(Data entries)
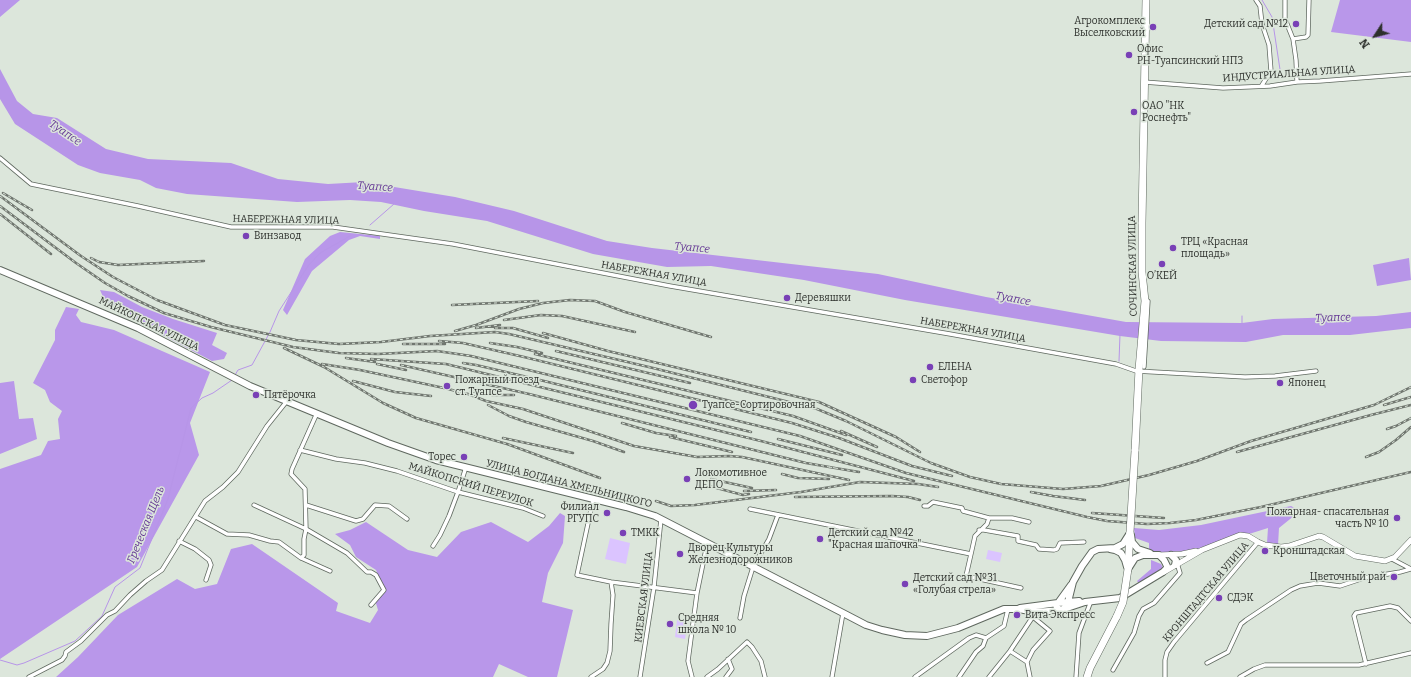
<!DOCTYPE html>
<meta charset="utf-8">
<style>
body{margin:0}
#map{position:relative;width:1411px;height:677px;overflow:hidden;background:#dce6db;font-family:Bitter,serif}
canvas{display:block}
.north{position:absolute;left:1355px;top:16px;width:40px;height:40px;-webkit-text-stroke:3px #dce6db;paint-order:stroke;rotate:234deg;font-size:11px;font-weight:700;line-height:16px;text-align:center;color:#2d302c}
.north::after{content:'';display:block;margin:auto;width:14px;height:18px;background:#2d302c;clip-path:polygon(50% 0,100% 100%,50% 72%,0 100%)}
</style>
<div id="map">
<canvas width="1411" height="677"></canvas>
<div class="north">N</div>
</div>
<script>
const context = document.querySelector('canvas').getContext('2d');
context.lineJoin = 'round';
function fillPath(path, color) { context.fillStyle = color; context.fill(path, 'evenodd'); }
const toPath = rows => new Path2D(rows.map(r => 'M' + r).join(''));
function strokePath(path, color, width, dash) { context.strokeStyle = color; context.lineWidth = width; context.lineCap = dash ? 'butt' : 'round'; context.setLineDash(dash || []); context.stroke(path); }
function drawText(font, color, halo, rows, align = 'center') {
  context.font = font + ' Bitter,serif'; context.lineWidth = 3; context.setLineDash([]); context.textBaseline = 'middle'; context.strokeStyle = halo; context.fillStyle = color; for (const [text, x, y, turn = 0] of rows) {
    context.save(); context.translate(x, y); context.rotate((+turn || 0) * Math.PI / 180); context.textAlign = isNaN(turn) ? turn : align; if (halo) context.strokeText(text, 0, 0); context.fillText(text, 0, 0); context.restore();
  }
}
fillPath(toPath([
 [610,538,630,543,626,564,605,559],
 [988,550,1002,553,1000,562,986,559],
 [677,620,688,622,685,639,675,637]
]), '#dbc4ff');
fillPath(toPath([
 [0,0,20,0,0,17],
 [1340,0,1411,0,1411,42,1331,32],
 [340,232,380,236,380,239,360,236,349,240,312,271,287,315,283,310,305,259,330,236],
 [100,290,114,292,142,307,173,319,217,333,212,345,227,353,224,359,212,361,134,320,129,312,105,301],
 [66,307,79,309,76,315,81,322,114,330,210,372,190,423,199,455,137,567,0,659,0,469,41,455,48,441,60,439,58,419,62,411,50,402,45,390,33,383,55,340,55,330],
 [14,381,19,419,33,418,37,439,0,454,0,383],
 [1291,506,1300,511,1279,528,1278,545,1267,543,1268,528,1249,534,1237,534,1202,548,1181,553,1163,553,1149,551,1149,543,1135,538,1134,528,1159,530,1201,525],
 [560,513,565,516,563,543,548,573,542,602,573,610,557,677,528,677,499,664,493,677,56,677,78,657,118,615,177,579,195,589,217,584,231,549,252,544,338,603,336,611,370,623,378,610,375,600,384,589,376,570,356,557,350,545,335,534,350,530,366,522,408,550,437,557,461,532,491,522,528,542,549,526],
 [1151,560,1161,564,1164,570,1141,586,1137,581,1151,569]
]), '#b997ea');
fillPath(toPath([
 [0,69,17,101,33,114,57,118,106,149,148,159,231,163,278,179,328,184,364,182,455,197,514,211,607,241,652,248,878,274,986,297,1126,322,1242,323,1273,319,1376,316,1411,312,1411,328,1350,335,1283,335,1246,342,1161,341,1120,336,905,300,804,280,711,266,667,267,593,254,487,221,424,211,381,202,350,200,297,202,187,194,156,188,140,180,100,173,78,165,15,124,0,99],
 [1409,258,1411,280,1377,286,1373,265]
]), '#b795e8');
strokePath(toPath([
 [1262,0,1272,17,1281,76],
 [370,225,394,204],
 [1242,316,1242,323],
 [1119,361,1120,335],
 [235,375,238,370,252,365,270,332,279,311,308,266,320,253,350,236],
 [0,660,17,665,24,663,75,641,102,616,115,587,140,568,168,499,191,408,202,398,213,393,232,380]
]), '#b795e8', 1);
const street = toPath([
 [1256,0,1260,6,1262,24,1269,45,1271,71,1262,85],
 [1285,0,1285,19,1293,39,1296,60,1297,82],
 [1293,39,1306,37,1308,35,1309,0],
 [1144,82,1223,88,1270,86,1297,82,1320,81,1411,74],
 [0,158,31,184,138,206,231,227,333,227,453,244,670,286,950,334,1116,364,1136,371,1245,377,1275,376,1316,371],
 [1144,367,1148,301],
 [300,450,336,459,365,463,397,471,458,492,523,508,543,516],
 [593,500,577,575,611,582,697,593],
 [254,505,306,529,347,553,367,572,371,572,376,575,384,590,371,605],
 [306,505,356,521,363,519,375,505,389,506,407,519],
 [924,506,928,506,933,502,962,508,963,511,989,518,1012,518,1029,522],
 [750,509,971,554,966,576,1021,588],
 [196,517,227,534,249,535,270,541,279,542,301,558,330,571],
 [979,530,984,530,1018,536,1018,541,1036,545,1039,549,1054,550,1057,549,1060,543,1084,542],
 [179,541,195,549,209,560,211,565,206,580],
 [433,546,440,535,449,516,458,492,466,467],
 [971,554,975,536,987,524,989,518],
 [301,558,304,555,304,539,306,529,305,489,291,474,292,469,317,413],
 [1392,559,1411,569],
 [740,618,744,596,753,567,769,539,778,515],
 [1010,651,1027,662],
 [1207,663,1228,652,1241,624,1246,620,1291,590,1300,586,1318,583,1340,586,1364,578,1400,572,1411,569],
 [1366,664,1354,616,1356,613,1390,606,1398,608,1411,621],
 [1113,670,1134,633,1139,616,1143,609,1154,603,1180,573,1177,563],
 [29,677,62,660,65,656,66,652,81,641,107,615,115,611,130,595,146,581,162,570,205,501,223,487,238,472,267,426,287,401],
 [591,677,603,669,607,663,610,651,611,624,613,595,611,582],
 [640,677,654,587,661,519],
 [692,677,688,661,697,593,707,544],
 [707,677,718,669,747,642,752,647,761,661,765,677],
 [726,677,732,669,728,659],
 [832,677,843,613],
 [915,677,969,638,976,635,986,638,1004,626,1008,609],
 [959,677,976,652,983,646,986,638],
 [989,677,1010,651,1036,612],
 [1030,677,1027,662,1033,650,1050,631,1033,617],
 [1076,677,1079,633,1091,601],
 [1165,677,1165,660,1167,652,1174,642,1258,542],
 [1240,677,1254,669,1265,665,1359,665,1411,653]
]);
const secondary = toPath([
 [1159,555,1182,554,1196,551],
 [1164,572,1202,550,1240,535,1248,536,1258,542,1265,545,1281,547,1289,546,1319,536,1323,537,1355,556,1385,561,1395,557,1411,540]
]);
const primary = toPath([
 [0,270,138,328,250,386,388,443,436,460,626,507,655,516,843,613,866,625,882,630,905,635,927,636,958,628,1004,609,1018,609,1036,612,1061,610,1085,602,1120,598,1163,572,1167,568,1167,566,1164,560,1159,555,1143,555,1135,558,1128,569],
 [1131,535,1132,542,1138,549,1150,553],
 [1110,549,1115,550,1121,553,1125,560,1127,567],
 [1171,555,1176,560,1175,565],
 [1079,601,1068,602,1058,603,1056,604,1057,608,1061,610,1067,607,1068,602,1073,582,1082,566,1092,552,1098,549,1115,548,1123,544,1130,533],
 [1020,608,1058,603,1071,585]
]);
const highway = toPath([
 [1135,451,1139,369,1145,301,1142,272,1142,223,1146,0],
 [1128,569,1130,532],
 [1087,677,1090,668,1117,616]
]);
strokePath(street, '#5f685f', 5);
strokePath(secondary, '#5f685f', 6);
strokePath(primary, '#5f685f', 8);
strokePath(highway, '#5f685f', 8);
strokePath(street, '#fff', 3.5);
strokePath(secondary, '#fff', 5);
strokePath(primary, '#fff', 6);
strokePath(highway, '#fff', 7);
const rail = toPath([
 [3,193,32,210],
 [0,196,81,256,113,277,157,300,225,325,296,340,339,344,381,342,430,336,495,332,509,334,653,368,817,409,846,421,931,463,970,477,1001,484,1063,489,1101,486,1149,475,1197,461,1251,441,1374,405,1411,387],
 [0,206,76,263,105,283,128,296,164,313,211,327,293,347,339,353,378,354,437,351,471,356,800,436,906,473,1087,517,1107,521,1147,524,1170,523,1196,520,1261,507,1411,472],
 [0,214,51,254],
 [91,258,99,262,118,265,204,261],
 [452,305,538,301],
 [504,320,541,315,562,316,635,332],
 [476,328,500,325],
 [495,328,513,328,548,338],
 [455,331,476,325,519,309,543,303,570,300,595,301,625,312,711,337],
 [543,333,608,351,819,402,896,437,920,452],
 [439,341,463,343,524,357,792,423,839,438,912,466,952,476],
 [490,343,517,347,542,353],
 [403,344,445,344],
 [284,348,324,367,383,403,416,418,507,444,600,478],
 [556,351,690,383],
 [535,354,793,416,846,435],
 [346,358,375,362],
 [371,359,446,364,761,441,914,481],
 [463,363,476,365,540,380,751,432],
 [322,364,360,370,444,388,468,394,486,401,523,409,634,446,697,457,729,456,742,457,849,480],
 [377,364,406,370],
 [401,365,529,394,806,463,835,468],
 [353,381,395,392,431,396],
 [471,391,492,395,514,395],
 [488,405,509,416,526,422,593,441,624,452],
 [1384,405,1411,397],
 [622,423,656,433,676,436],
 [1387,429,1396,426,1411,418],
 [841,431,877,447],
 [670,437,732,452],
 [503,438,573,453],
 [778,439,842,455],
 [1237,452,1371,415,1411,405],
 [1366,457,1379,452,1396,440,1411,427],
 [829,467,859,472],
 [782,474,798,478,829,479],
 [711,479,752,488],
 [709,486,743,495,749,494],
 [744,491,776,490],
 [1031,492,1053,496,1085,500],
 [795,497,892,496,908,497,920,500],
 [656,501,671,506,695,505,801,492,860,482,918,484,938,487],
 [1092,513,1164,518]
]);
strokePath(rail, '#70766f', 2.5);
strokePath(rail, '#dce6db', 1, [3]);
const highwayBridge = toPath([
 [1130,532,1135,451],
 [1117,616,1123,602,1128,569]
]);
strokePath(highwayBridge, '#5f685f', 8, []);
strokePath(highwayBridge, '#fff', 7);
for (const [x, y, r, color] of [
 [1296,24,4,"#7940b6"],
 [1153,27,4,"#7940b6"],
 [1129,55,4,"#7940b6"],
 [1134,112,4,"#7940b6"],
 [246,236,4,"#7940b6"],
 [1173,248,4,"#7940b6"],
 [1162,264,4,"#7940b6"],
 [787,298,4,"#7940b6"],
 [930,367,4,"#7940b6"],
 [913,380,4,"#7940b6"],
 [1280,383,4,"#7940b6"],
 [447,386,4,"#7940b6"],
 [256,395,4,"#7940b6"],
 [693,405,5,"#7940b6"],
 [464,457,4,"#7940b6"],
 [687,479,4,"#7940b6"],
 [607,513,4,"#7940b6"],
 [1397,518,4,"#7940b6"],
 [623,533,4,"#7940b6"],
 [820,539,4,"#7940b6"],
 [1265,551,4,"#7940b6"],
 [680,554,4,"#7940b6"],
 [1394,577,4,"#7940b6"],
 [905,584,4,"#7940b6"],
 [1219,598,4,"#7940b6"],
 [1017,615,4,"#7940b6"],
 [670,624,4,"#7940b6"]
]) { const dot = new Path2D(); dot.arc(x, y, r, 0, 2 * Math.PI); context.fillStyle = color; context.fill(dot); strokePath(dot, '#dce6db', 1.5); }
drawText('10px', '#2d302c', '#dce6db', [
 ["Агрокомплекс",1145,21,"right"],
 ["Выселковский",1145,33,"right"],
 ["Детский сад №12",1288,24,"right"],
 ["Офис",1137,49],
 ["РН-Туапсинский НПЗ",1137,61],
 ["ОАО \"НК",1142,106],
 ["Роснефть\"",1142,118],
 ["Винзавод",254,236],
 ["ТРЦ «Красная",1181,242],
 ["площадь»",1181,254],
 ["О’КЕЙ",1162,276,"center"],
 ["Деревяшки",795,298],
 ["ЕЛЕНА",938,367],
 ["Пожарный поезд",455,380],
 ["ст. Туапсе",455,392],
 ["Светофор",921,380],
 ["Японец",1288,383],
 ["Пятёрочка",264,395],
 ["Туапсе-Сортировочная",702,405],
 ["Торес",456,457,"right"],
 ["Локомотивное",695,473],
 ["ДЕПО",695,485],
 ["Филиал",599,507,"right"],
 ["РГУПС",599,519,"right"],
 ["Пожарная- спасательная",1389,512,"right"],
 ["часть № 10",1389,524,"right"],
 ["ТМКК",631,533],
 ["Детский сад №42",828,533],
 ["\"Красная шапочка\"",828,545],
 ["Дворец Культуры",688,548],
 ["Железнодорожников",688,560],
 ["Кронштадская",1273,551],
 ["Цветочный рай",1386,577,"right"],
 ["Детский сад №31",913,578],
 ["«Голубая стрела»",913,590],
 ["СДЭК",1227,598],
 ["Вита Экспресс",1025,615],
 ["Средняя",678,618],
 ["школа № 10",678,630]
], 'left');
drawText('10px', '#2d302c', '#dce6db', [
 ["ИНДУСТРИАЛЬНАЯ УЛИЦА",1289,74,-4],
 ["НАБЕРЕЖНАЯ УЛИЦА",286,220,1],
 ["СОЧИНСКАЯ УЛИЦА",1133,266,-91],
 ["НАБЕРЕЖНАЯ УЛИЦА",654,274,10],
 ["МАЙКОПСКАЯ УЛИЦА",149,324,26],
 ["НАБЕРЕЖНАЯ УЛИЦА",973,330,10],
 ["УЛИЦА БОГДАНА ХМЕЛЬНИЦКОГО",569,484,14],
 ["МАЙКОПСКИЙ ПЕРЕУЛОК",471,485,17],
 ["КРОНШТАДТСКАЯ УЛИЦА",1206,592,-50],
 ["КИЕВСКАЯ УЛИЦА",644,597,-83]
]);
drawText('italic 11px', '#623493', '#dce6db', [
 ["Туапсе",65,133,34],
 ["Туапсе",375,187,4],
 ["Туапсе",692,248,5],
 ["Туапсе",1013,299,11],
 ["Туапсе",1333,318,-2],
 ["Греческая Щель",146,525,-68]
]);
</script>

— Work item —
Count the lines in the records above that contain the word "rotate", and reply with that number alone.

— Written answer —
2